In supramolecular chemistry, molecular encapsulation is the confinement of a guest molecule inside the cavity of a supramolecular host molecule (molecular capsule, molecular container or cage compounds). Examples of supramolecular host molecule include carcerands and endohedral fullerenes.[1]
An important implication of encapsulation is that the guest behaves differently from the way it would when in solution. The guest molecule tends to be unreactive and often has distinctive spectroscopic signatures. Compounds normally highly unstable in solution, such as arynes or cycloheptatetraene, have been isolated at room temperature when molecularly encapsulated.
One of the first examples of encapsulating a structure at the molecular level was demonstrated by Donald Cram and coworkers; they were able to isolate highly unstable, antiaromatic cyclobutadiene at room temperature by encapsulating it within a hemicarcerand. Isolation of cyclobutadiene allowed chemists to experimentally confirm one of the most fundamental predictions of the rules of aromaticity.
In another example the cage consists of a gallium tetrahedral cluster compound stabilized by 6 bidentate catechol amide ligands residing at the tetrahedron edges. The guest is a 16 electron and thus very reactive ruthenium metallocene (an organometallic catalyst) with a cyclopentadienyl ligand (red) and a 1,3,7-octatriene ligand (blue). The total charge for this anion is 11 and the counterions are 5 tetramethyl ammonium cations and 6 potassium cations. The ruthenium compound decomposes in water within minutes but encapsulated it survives in water for weeks.

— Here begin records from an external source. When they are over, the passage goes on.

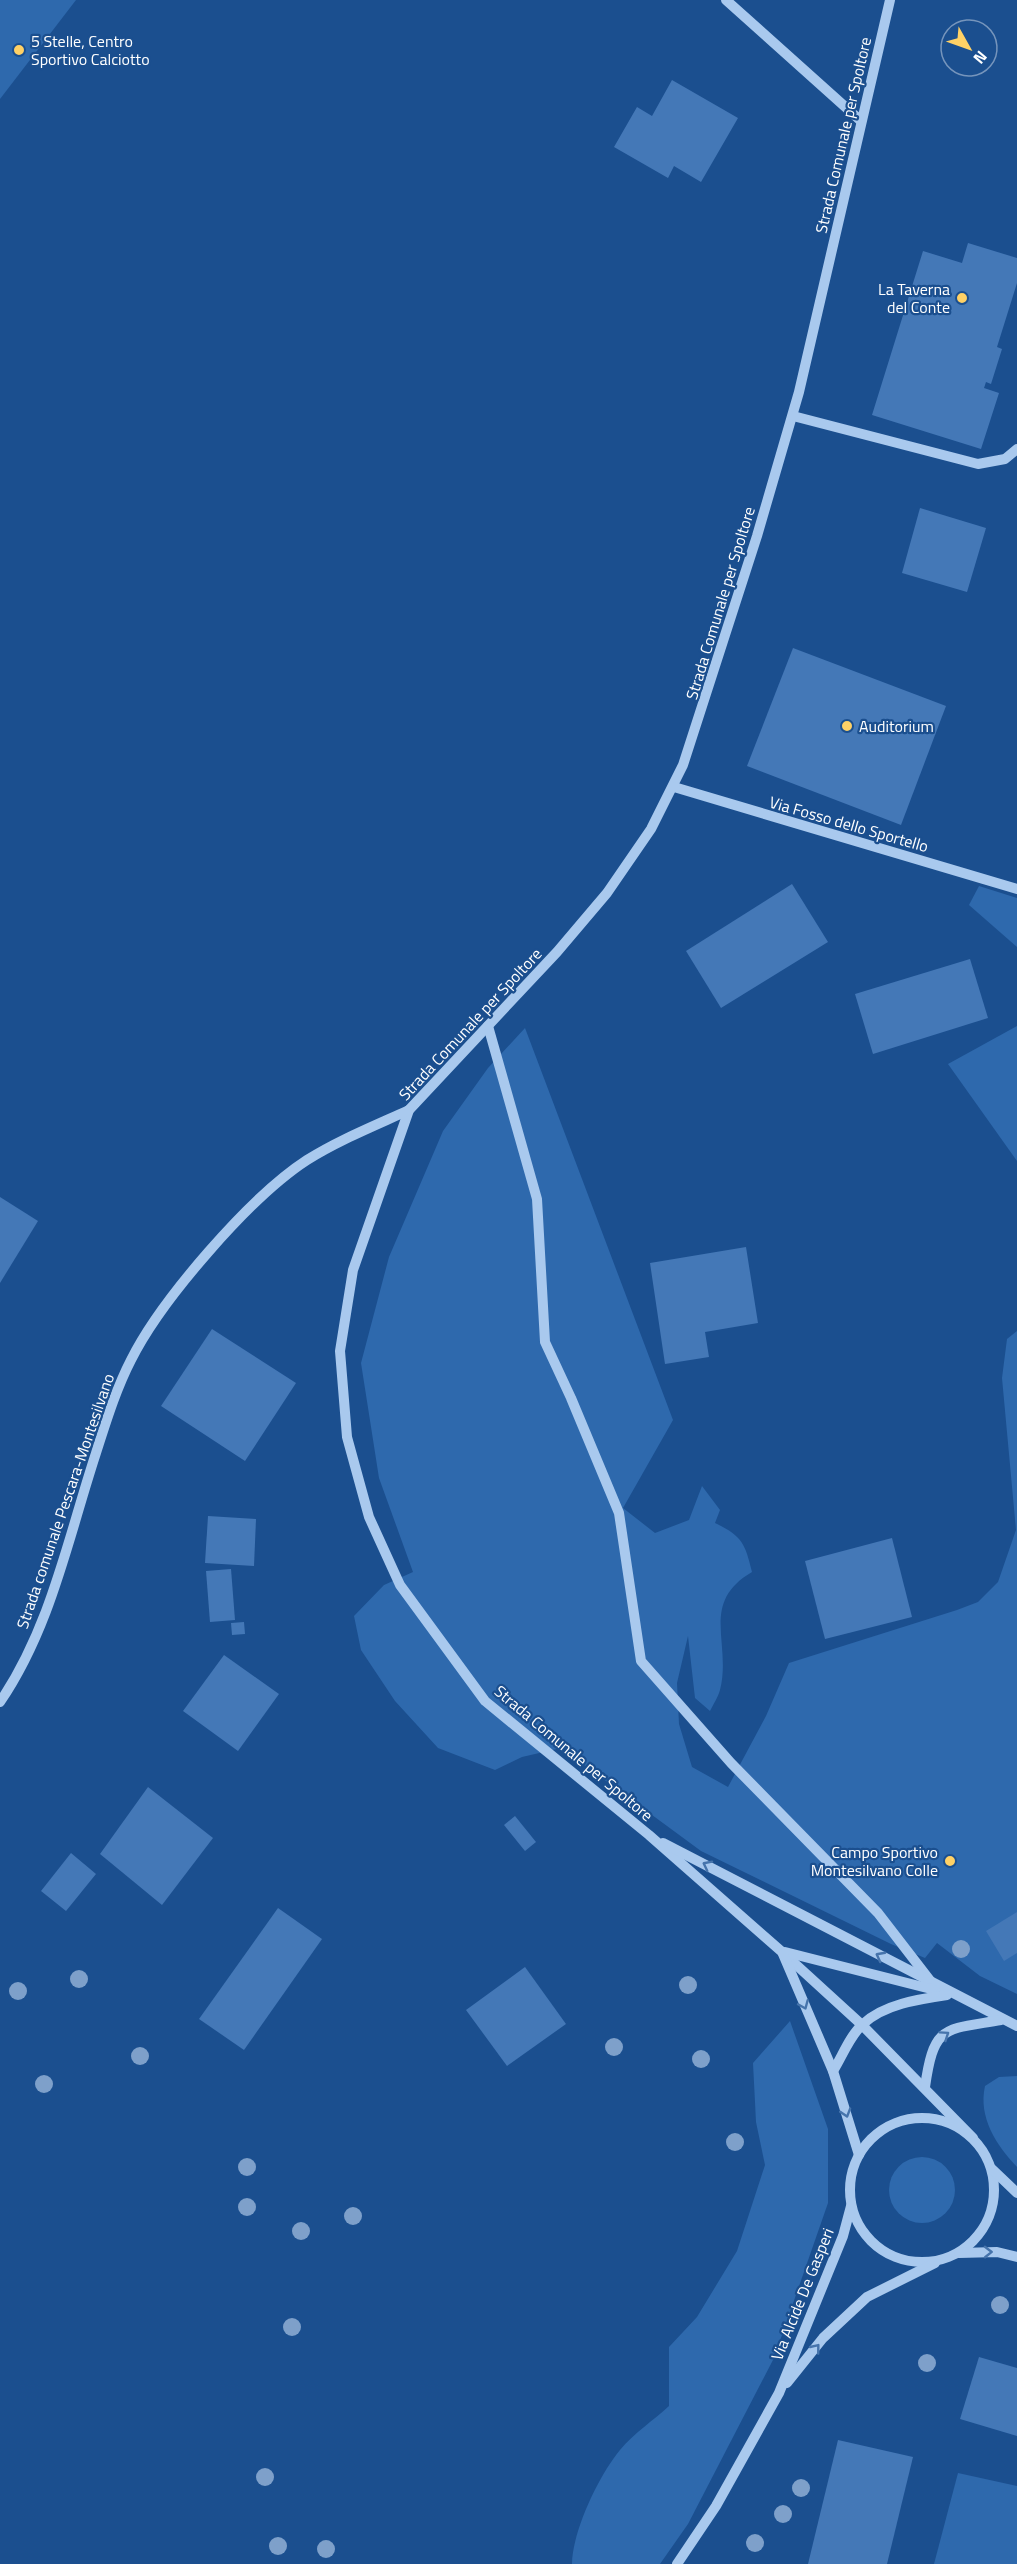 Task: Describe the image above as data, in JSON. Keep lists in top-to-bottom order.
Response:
{
  "streets": {
    "street": [
      "Strada Comunale per Spoltore",
      "Via Fosso dello Sportello",
      "Strada comunale Pescara-Montesilvano",
      "Via Alcide De Gasperi"
    ]
  },
  "crossings": [
    ["Strada Comunale per Spoltore", "Via Fosso dello Sportello"],
    ["Strada Comunale per Spoltore", "Strada comunale Pescara-Montesilvano"],
    ["Strada Comunale per Spoltore", "Via Alcide De Gasperi"]
  ],
  "places": [
    "5 Stelle, Centro Sportivo Calciotto",
    "La Taverna del Conte",
    "Auditorium",
    "Campo Sportivo Montesilvano Colle"
  ],
  "north": "bottom right"
} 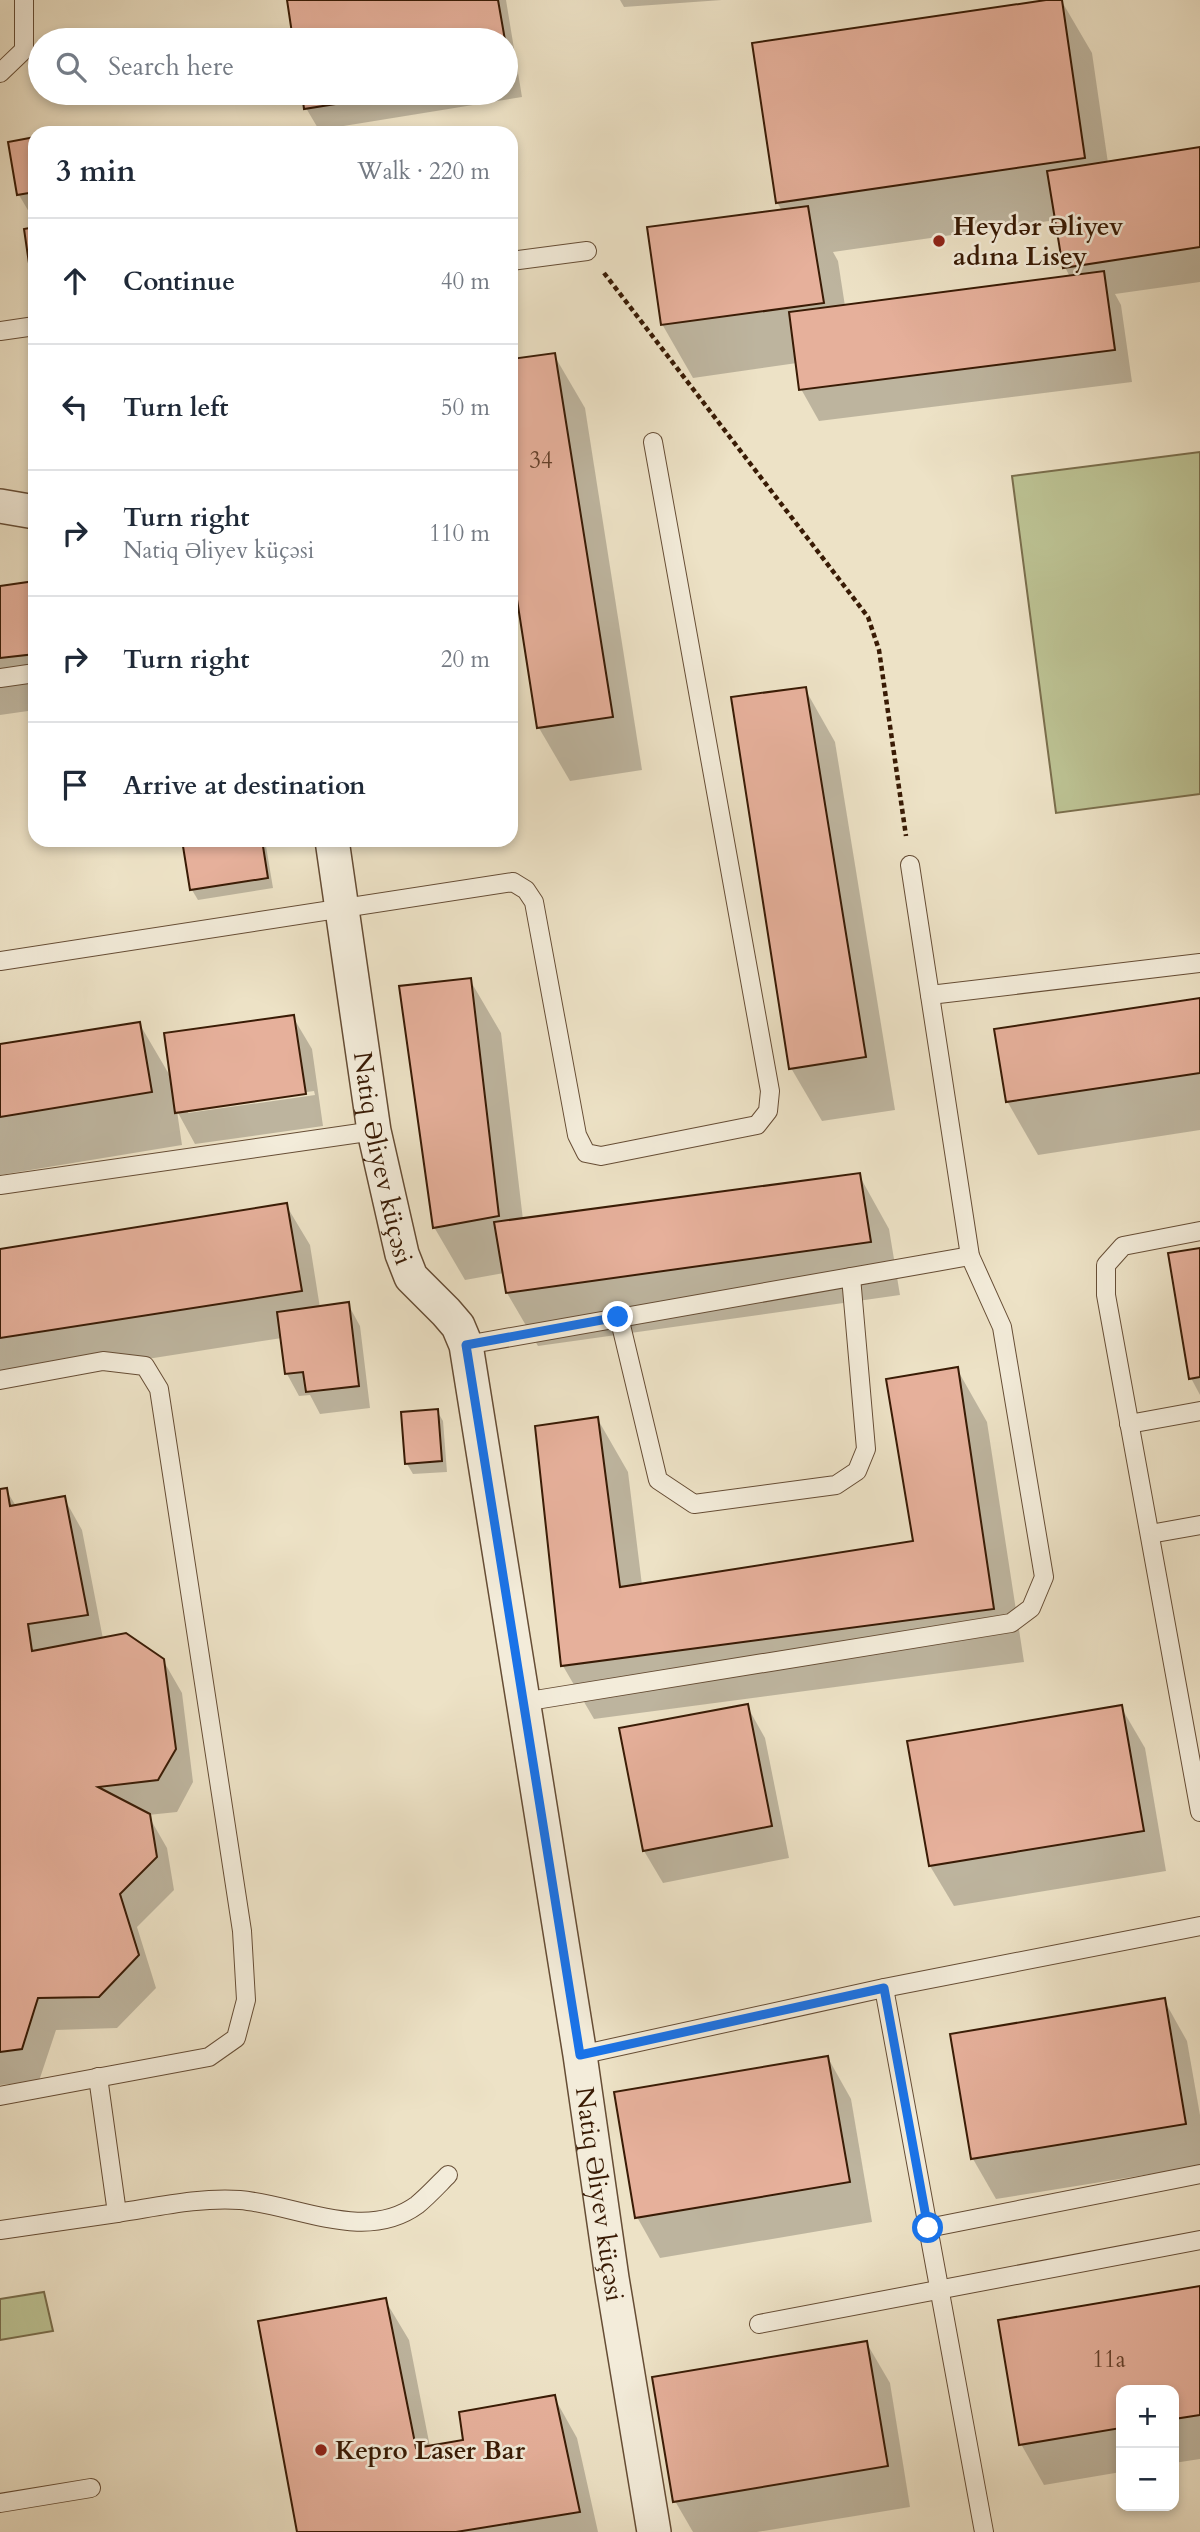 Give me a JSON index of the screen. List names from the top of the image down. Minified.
{"streets":{"street":["Natiq Əliyev küçəsi"]},"places":["Heydər Əliyev adına Lisey","Kepro Laser Bar"],"house_numbers":["34","11a"],"page":{"search":"Search here","heading":["3 min","Walk · 220 m"],"list":[["Continue","40 m"],["Turn left","50 m"],["Turn right","Natiq Əliyev küçəsi","110 m"],["Turn right","20 m"],"Arrive at destination"],"map_buttons":["+","−"]}} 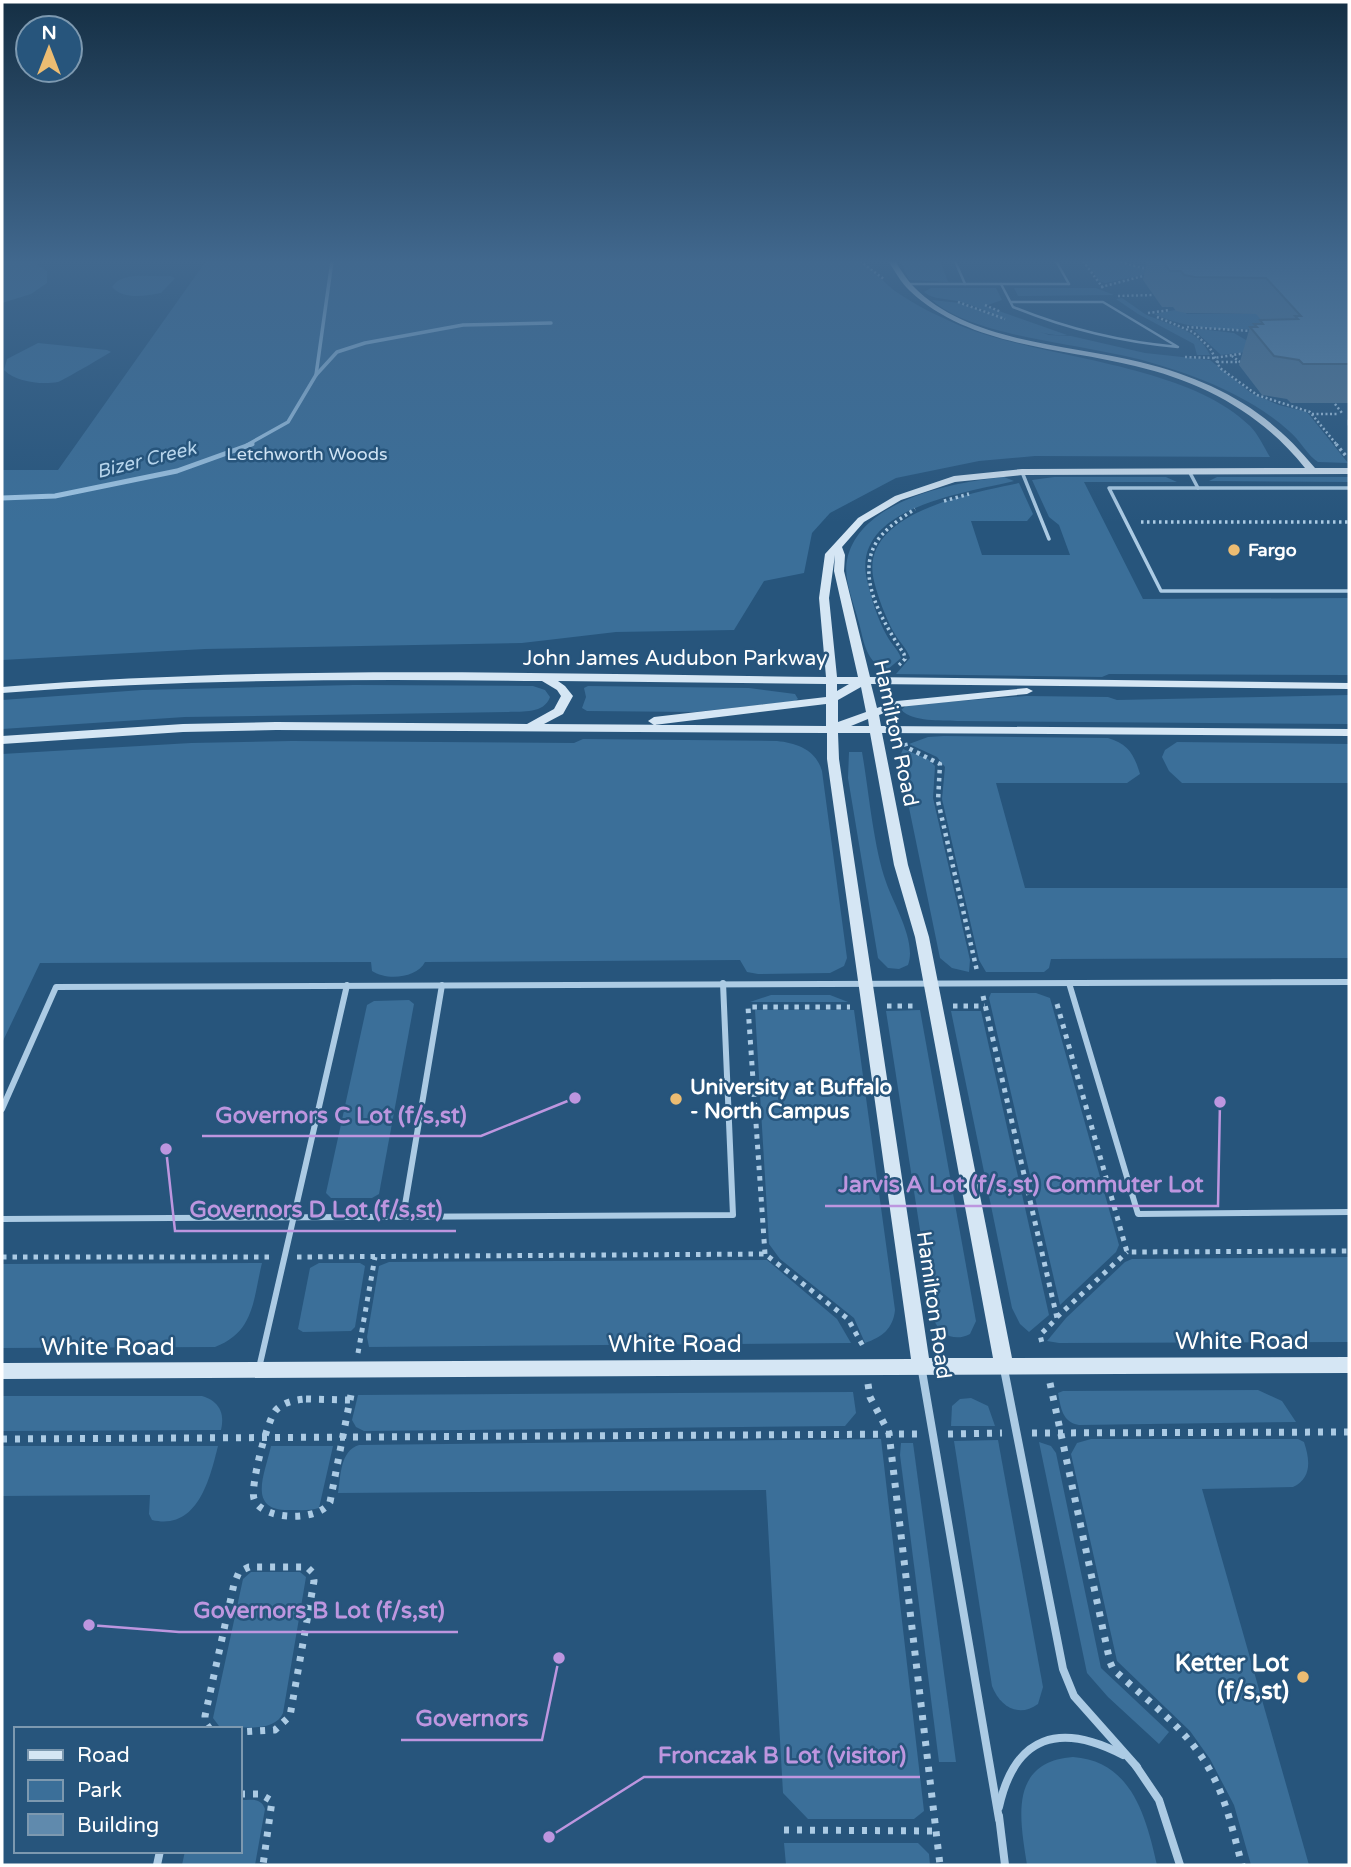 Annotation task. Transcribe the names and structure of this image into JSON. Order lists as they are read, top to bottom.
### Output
{
  "streets": {
    "street": ["John James Audubon Parkway", "Hamilton Road", "White Road"]
  },
  "crossings": [
    ["John James Audubon Parkway", "Hamilton Road"],
    ["Hamilton Road", "White Road"]
  ],
  "water": ["Bizer Creek"],
  "parks": ["Letchworth Woods"],
  "places": [
    "Fargo",
    "Governors C Lot (f/s,st)",
    "University at Buffalo - North Campus",
    "Jarvis A Lot (f/s,st) Commuter Lot",
    "Governors D Lot (f/s,st)",
    "Governors B Lot (f/s,st)",
    "Governors",
    "Ketter Lot (f/s,st)",
    "Fronczak B Lot (visitor)"
  ],
  "legend": ["Road", "Park", "Building"],
  "north": "top"
}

Large metalla-assemblies, known as metallaprisms, contain a conformationally flexible cavity that allows them to host a variety of guest molecules. These assemblies have shown promise as agents of drug delivery to cancer cells.
An application of encapsulation is controlling reactivity, spectroscopy, and structure. For instance, excited state reactivity of free 1-phenyl-3-tolyl-2-proponanone (abbreviated A-CO-B) yields products A-A, B-B, and AB, which result from decarbonylation followed by random recombination of radicals A• and B•. Whereas, the same substrate upon encapsulation reacts to yield the controlled recombination product A-B, and rearranged products (isomers of A-CO-B).[2]
Other applications:
According to food chemist Udo Pollmer of the European Institute of Food and Nutrition Sciences in Munich, alcohol can be molecularly encapsulated in cyclodextrines, a sugar derivate. In this way, encapsuled in small capsules, the fluid can be handled as a powder. The cyclodextrines can absorb an estimated 60 percent of their own weight in alcohol.[3] A US patent has been registered for the process as early as 1974.[4]